Я выкопала уже огромную яму, а землю складываю в кучки за спиной, в окнах фру Бенсен темно, фру Бенсен спит – в постели или в земле, я копаю не слишком рьяно, но жизнь делается острее, пока я копаю, вдыхая запах почвы, запах зимней сентябрьской земли возле гаража моего детства, незаконно копаю на участке фру Бенсен, мертвой или живой, копаю, словно избавляясь от земли, выбрасывая за спину землю моего детства, копаю, пока мир погрузился в затишье, а дом, где я когда-то жила, лежит в темноте, и дома, в которых жили Арнесен и Буберг, темные, я выкапываю темную землю, и чем глубже копаю, тем темнее она становится, и я хочу добраться до края этой темноты, но дышу спокойно, потому что сейчас торопиться некуда, я вскармливаю великую ночь, копаю, открыв рот, а потом железный половник издает такой звук, словно ударился о металл, я стряхиваю с себя темноту, и все вокруг словно озаряется светом.

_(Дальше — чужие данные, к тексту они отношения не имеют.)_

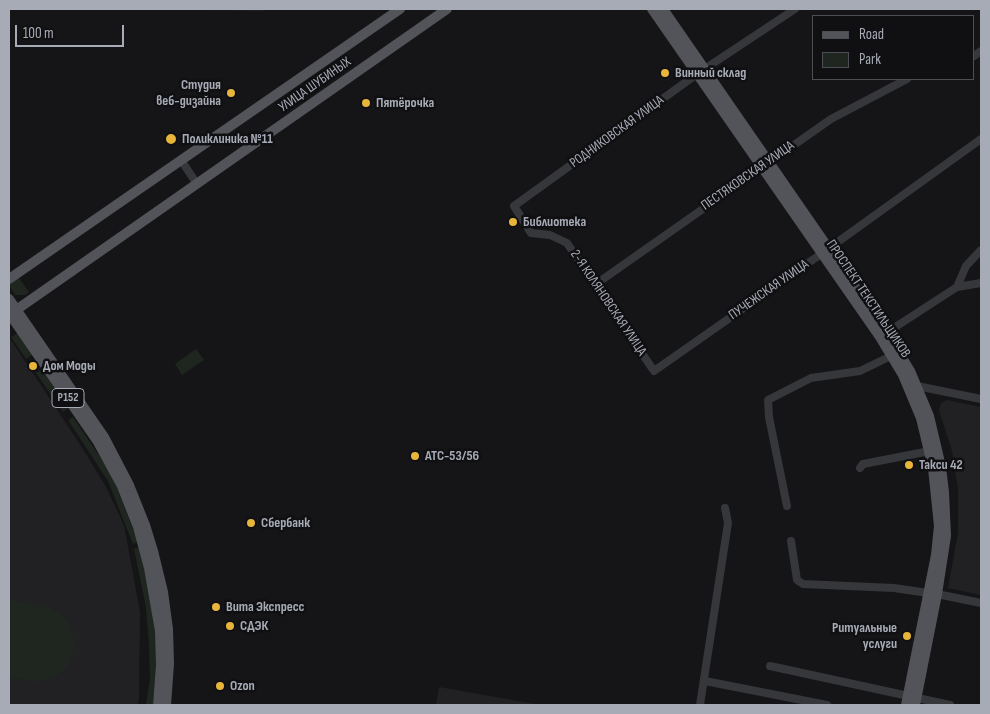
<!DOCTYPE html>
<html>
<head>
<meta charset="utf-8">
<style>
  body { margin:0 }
  #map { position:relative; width:990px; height:714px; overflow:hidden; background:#151517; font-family:"Sofia Sans Condensed",sans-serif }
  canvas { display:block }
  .frame { position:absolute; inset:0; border:10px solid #a7abb6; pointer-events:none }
  .legend { position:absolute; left:812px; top:15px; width:162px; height:65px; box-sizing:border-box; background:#101012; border:1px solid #4c4e54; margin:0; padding:6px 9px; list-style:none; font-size:15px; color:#a7abb6 }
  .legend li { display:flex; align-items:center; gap:10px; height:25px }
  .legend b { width:25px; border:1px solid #4c4e54 }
  .scale { position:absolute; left:15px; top:25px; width:109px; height:22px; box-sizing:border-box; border:2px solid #a7abb6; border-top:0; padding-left:6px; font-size:15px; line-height:18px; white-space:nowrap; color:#a7abb6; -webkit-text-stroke:4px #101012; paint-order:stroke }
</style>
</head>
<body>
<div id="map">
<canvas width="990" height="714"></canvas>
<div class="frame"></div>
<ul class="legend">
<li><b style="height:6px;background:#52545a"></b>Road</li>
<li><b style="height:14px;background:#1f2620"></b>Park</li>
</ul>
<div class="scale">100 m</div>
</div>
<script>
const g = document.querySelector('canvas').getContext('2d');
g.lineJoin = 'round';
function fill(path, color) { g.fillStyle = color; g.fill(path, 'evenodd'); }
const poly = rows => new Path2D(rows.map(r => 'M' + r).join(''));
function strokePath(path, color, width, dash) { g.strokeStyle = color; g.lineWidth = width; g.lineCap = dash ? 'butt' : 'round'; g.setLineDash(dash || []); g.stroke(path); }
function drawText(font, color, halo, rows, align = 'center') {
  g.font = font + ' "Sofia Sans Condensed",sans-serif'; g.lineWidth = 5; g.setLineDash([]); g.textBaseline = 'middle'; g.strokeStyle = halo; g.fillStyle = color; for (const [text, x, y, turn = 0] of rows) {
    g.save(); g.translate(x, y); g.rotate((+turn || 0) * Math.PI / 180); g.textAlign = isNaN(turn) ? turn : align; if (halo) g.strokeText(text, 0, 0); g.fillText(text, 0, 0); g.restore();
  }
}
fill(poly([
  [153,9,263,9,263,11],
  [9,337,81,446,105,485,124,525,140,612,139,697,138,705,9,705],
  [947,400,981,407,981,595,948,588,958,533,958,489,952,451,939,410,941,403],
  [439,687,541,705,436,705]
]), '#212123');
fill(poly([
  [16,274,29,292,25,295,15,295,9,285,9,280],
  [18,333,33,354,26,359,11,337],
  [196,349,204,360,182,375,175,364],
  [42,369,69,408,63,412,36,373],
  [73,417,112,475,138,542,133,544,108,481,68,420],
  [141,547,153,610,156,641,156,662,153,705,146,705,150,678,149,645,146,607,134,549],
  [9,599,51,608,62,615,69,624,74,640,72,657,66,668,53,678,37,682,9,677]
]), '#1f2620');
strokePath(poly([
  [795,9,697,74,514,206,531,233,550,235,567,243,654,371,821,254,981,139],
  [974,56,981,51],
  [181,160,197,184],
  [596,284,831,119,907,79],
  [957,287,966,266,981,250],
  [883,335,957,287,981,283],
  [915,388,917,386,981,399],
  [860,468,863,464,930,451],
  [787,506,769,417,768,400,811,378,860,371,891,356],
  [791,541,797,580,803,584,894,588,928,593],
  [937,594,981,603],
  [770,666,950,705],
  [705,681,827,705],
  [700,705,728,523,725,508]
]), '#36373b', 8);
strokePath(poly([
  [652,9,880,337,903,375,921,418,933,468,939,526,936,555,906,705],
  [663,9,887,333,910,371,929,416,941,467,944,492,946,536,937,594,915,705],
  [9,279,400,9],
  [9,299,104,437,129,485,145,525,153,551,163,592,168,629,169,664,166,705],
  [9,313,98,442,121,484,138,527,149,568,160,631,161,664,158,705],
  [9,315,447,9]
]), '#52545a', 10);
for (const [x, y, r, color] of [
  [665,73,5,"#e8b53b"],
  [231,93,5,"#e8b53b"],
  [366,103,5,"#e8b53b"],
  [171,139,6,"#e8b53b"],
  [513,222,5,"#e8b53b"],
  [33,366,5,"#e8b53b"],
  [415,456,5,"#e8b53b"],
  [909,465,5,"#e8b53b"],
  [251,523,5,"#e8b53b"],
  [216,607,5,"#e8b53b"],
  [230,626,5,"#e8b53b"],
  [907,636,5,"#e8b53b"],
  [220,686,5,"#e8b53b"]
]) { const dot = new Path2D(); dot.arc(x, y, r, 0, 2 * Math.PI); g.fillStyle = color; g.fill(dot); strokePath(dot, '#101012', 2); }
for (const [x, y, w] of [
  [68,398,32]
]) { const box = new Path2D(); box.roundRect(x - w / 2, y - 9.5, w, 19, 4); g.fillStyle = '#101012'; g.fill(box); strokePath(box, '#a7abb6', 1); }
drawText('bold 12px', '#a7abb6', null, [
  ["Р152",68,398]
]);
drawText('bold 14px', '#a7abb6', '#101012', [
  ["Винный склад",675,73],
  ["Студия",221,85,"right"],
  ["веб-дизайна",221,101,"right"],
  ["Пятёрочка",376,103],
  ["Поликлиника №11",182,139],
  ["Библиотека",523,222],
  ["Дом Моды",43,366],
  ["АТС-53/56",425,456],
  ["Такси 42",919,465],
  ["Сбербанк",261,523],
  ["Вита Экспресс",226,607],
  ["СДЭК",240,626],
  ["Ритуальные",897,628,"right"],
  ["услуги",897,644,"right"],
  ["Ozon",230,686]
], 'left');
drawText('14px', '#a7abb6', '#101012', [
  ["УЛИЦА ШУБИНЫХ",315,85,-35],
  ["РОДНИКОВСКАЯ УЛИЦА",617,132,-36],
  ["ПЕСТЯКОВСКАЯ УЛИЦА",748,176,-35],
  ["ПУЧЕЖСКАЯ УЛИЦА",769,290,-35],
  ["ПРОСПЕКТ ТЕКСТИЛЬЩИКОВ",868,299,56],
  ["2-Я КОЛЯНОВСКАЯ УЛИЦА",608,303,56]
]);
</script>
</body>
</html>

Я откладываю в сторону долото и половник, снимаю варежки и руками, бережно, будто археолог, отряхиваю землю с крышки, похожей на ту, что бывает на ящичках от сигар. Я оттираю с него губкой землю, подковырнув долотом, вытаскиваю его из ямы, заворачиваю в наволочку и вместе с инструментами убираю в рюкзак, а после выхожу через ворота, в окнах темно, я иду к детскому садику, на месте которого когда-то был каток, вызываю такси, и оно увозит меня домой.

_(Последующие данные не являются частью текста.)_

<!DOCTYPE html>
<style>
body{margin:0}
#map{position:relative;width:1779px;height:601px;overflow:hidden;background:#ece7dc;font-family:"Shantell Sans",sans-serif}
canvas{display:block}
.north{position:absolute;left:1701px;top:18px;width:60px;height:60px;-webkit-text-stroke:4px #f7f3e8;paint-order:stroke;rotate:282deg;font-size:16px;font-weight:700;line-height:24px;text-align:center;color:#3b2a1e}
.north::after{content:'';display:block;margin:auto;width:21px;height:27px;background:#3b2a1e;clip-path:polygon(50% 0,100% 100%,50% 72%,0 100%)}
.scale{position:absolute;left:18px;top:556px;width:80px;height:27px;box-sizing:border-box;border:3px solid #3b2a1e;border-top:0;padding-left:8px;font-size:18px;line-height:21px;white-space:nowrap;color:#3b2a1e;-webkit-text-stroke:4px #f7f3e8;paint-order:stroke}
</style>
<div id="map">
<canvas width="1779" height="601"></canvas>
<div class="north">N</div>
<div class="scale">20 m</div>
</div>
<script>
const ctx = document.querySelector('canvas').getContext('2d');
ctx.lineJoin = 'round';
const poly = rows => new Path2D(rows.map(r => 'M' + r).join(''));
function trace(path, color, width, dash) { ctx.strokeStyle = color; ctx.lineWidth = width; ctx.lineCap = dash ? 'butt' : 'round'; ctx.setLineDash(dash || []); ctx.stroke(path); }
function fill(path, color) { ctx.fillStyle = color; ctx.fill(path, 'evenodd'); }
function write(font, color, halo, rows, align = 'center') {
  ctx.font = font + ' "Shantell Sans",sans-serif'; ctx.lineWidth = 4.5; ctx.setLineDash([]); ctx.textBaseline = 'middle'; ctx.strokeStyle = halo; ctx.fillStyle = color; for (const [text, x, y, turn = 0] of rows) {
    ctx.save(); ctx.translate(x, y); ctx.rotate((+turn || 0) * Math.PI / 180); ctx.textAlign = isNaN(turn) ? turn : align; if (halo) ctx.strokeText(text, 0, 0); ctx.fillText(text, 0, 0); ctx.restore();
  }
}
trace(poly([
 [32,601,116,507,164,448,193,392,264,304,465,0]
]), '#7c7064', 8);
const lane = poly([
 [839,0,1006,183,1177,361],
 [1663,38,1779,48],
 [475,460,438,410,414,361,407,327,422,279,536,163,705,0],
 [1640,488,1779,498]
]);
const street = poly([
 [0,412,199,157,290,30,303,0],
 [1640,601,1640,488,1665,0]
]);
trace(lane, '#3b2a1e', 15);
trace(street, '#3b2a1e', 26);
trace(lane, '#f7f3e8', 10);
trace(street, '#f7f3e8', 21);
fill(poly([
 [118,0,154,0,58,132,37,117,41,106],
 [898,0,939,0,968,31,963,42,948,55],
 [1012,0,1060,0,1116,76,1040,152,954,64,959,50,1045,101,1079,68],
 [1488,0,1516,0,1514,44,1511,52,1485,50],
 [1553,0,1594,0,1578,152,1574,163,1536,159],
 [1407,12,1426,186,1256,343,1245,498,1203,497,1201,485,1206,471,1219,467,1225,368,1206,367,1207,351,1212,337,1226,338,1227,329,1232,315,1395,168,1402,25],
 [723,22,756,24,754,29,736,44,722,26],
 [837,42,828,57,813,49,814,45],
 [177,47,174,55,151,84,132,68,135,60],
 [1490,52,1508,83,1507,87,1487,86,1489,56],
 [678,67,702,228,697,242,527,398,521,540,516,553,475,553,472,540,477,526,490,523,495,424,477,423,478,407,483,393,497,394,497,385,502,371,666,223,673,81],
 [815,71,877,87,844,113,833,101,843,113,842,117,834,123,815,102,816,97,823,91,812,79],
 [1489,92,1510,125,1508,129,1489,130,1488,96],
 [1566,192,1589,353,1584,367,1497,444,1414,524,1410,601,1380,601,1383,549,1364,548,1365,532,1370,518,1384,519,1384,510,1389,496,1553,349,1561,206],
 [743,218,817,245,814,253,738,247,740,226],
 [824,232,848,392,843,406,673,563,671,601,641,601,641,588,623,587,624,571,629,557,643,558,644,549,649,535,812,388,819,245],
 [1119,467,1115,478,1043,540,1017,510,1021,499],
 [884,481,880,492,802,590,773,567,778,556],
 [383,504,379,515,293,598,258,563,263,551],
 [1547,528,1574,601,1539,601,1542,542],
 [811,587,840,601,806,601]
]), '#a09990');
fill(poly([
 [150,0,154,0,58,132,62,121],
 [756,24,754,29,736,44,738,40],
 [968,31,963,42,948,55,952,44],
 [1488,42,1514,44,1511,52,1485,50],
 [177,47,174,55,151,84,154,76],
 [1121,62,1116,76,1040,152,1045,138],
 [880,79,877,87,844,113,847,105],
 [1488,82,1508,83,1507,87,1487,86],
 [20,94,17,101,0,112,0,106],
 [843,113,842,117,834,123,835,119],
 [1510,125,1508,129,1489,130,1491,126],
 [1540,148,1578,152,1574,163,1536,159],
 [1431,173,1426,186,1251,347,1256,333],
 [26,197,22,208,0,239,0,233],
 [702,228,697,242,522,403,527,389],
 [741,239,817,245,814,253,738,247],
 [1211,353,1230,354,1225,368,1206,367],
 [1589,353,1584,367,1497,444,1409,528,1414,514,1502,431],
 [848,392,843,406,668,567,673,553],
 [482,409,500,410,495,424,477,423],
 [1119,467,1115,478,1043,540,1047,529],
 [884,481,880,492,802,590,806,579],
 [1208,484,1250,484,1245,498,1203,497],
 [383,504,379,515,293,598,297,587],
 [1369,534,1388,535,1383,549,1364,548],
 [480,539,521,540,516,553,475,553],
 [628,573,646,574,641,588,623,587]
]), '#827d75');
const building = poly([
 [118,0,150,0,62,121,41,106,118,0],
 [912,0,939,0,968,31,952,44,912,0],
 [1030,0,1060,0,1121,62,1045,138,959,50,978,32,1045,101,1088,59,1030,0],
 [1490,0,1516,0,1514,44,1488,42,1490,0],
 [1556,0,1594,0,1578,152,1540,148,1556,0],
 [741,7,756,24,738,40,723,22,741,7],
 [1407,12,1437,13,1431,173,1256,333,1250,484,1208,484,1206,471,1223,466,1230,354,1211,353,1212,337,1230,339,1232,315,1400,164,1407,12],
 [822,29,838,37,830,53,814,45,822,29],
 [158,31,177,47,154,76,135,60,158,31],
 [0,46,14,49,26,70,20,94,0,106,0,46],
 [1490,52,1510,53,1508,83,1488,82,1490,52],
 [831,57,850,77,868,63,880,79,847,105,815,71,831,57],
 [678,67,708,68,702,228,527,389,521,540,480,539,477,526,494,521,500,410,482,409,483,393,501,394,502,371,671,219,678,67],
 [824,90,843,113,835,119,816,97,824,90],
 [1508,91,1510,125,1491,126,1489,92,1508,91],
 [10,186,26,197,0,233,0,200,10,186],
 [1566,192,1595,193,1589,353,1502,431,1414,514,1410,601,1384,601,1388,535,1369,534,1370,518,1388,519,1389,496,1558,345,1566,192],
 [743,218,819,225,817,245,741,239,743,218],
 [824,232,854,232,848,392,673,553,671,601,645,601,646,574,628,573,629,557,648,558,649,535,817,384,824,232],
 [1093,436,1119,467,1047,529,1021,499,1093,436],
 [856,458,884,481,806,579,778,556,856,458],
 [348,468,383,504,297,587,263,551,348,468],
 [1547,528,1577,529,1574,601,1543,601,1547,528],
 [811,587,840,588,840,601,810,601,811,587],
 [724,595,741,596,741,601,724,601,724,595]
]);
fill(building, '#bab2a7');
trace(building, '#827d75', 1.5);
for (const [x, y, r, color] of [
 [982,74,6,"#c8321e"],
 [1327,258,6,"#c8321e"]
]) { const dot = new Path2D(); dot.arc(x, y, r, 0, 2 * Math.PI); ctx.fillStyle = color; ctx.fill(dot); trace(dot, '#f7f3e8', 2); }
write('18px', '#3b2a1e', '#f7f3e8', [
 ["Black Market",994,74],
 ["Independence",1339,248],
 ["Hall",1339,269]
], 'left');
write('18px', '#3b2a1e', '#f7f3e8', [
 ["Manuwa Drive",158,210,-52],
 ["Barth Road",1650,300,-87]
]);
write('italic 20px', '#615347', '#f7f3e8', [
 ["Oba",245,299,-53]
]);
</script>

Когда я отпираю дверь, часы показывают 01:30, фьорд темный, я рада, что живу так высоко. Я подхожу к рабочему столу, зажигаю лампу, сажусь и со странным благоговением достаю из наволочки сундучок, замочек приходится взломать. Сверху лежит рисунок, который я нарисовала в то воскресенье, когда мать заболела, он пожелтел, но линии на удивление четкие, меня вдруг захлестывают чувства к нам обеим, изображение на рисунке огромное, матери словно не хватает этого листа бумаги, все из-за волос, но лицо худое, и голодное, и тоскующее, руки длинные и опущенные. Тогда лицо у матери перекосилось и она, показав на рисунок, воскликнула: «Это ты!»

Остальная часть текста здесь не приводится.